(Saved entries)
------------------------------------------------------------------------

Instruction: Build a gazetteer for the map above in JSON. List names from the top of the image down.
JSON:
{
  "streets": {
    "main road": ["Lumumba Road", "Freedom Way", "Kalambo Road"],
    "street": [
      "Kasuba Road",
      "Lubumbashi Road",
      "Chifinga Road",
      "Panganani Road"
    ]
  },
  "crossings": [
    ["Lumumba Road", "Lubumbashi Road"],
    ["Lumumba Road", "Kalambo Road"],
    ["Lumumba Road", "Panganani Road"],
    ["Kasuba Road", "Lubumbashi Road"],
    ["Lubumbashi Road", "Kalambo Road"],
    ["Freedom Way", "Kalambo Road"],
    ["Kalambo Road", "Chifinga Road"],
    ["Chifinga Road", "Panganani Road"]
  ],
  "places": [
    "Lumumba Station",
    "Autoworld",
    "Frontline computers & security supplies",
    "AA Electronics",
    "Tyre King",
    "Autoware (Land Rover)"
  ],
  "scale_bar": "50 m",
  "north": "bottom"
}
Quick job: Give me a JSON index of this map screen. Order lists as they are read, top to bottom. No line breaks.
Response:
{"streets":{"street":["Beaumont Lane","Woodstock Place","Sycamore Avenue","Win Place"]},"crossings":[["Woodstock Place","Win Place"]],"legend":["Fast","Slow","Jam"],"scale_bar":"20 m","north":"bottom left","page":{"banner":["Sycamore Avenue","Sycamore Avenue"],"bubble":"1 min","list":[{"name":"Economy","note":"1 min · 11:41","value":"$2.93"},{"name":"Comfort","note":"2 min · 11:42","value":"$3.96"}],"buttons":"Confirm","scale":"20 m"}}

------------------------------------------------------------------------

What is needed. This exercise needs each record retyped exactly as shown.

Task output.
Instruction: Build a gazetteer for the map above in JSON. List names from the top of the image down.
JSON:
{
  "streets": {
    "main road": ["Lumumba Road", "Freedom Way", "Kalambo Road"],
    "street": [
      "Kasuba Road",
      "Lubumbashi Road",
      "Chifinga Road",
      "Panganani Road"
    ]
  },
  "crossings": [
    ["Lumumba Road", "Lubumbashi Road"],
    ["Lumumba Road", "Kalambo Road"],
    ["Lumumba Road", "Panganani Road"],
    ["Kasuba Road", "Lubumbashi Road"],
    ["Lubumbashi Road", "Kalambo Road"],
    ["Freedom Way", "Kalambo Road"],
    ["Kalambo Road", "Chifinga Road"],
    ["Chifinga Road", "Panganani Road"]
  ],
  "places": [
    "Lumumba Station",
    "Autoworld",
    "Frontline computers & security supplies",
    "AA Electronics",
    "Tyre King",
    "Autoware (Land Rover)"
  ],
  "scale_bar": "50 m",
  "north": "bottom"
}
Quick job: Give me a JSON index of this map screen. Order lists as they are read, top to bottom. No line breaks.
Response:
{"streets":{"street":["Beaumont Lane","Woodstock Place","Sycamore Avenue","Win Place"]},"crossings":[["Woodstock Place","Win Place"]],"legend":["Fast","Slow","Jam"],"scale_bar":"20 m","north":"bottom left","page":{"banner":["Sycamore Avenue","Sycamore Avenue"],"bubble":"1 min","list":[{"name":"Economy","note":"1 min · 11:41","value":"$2.93"},{"name":"Comfort","note":"2 min · 11:42","value":"$3.96"}],"buttons":"Confirm","scale":"20 m"}}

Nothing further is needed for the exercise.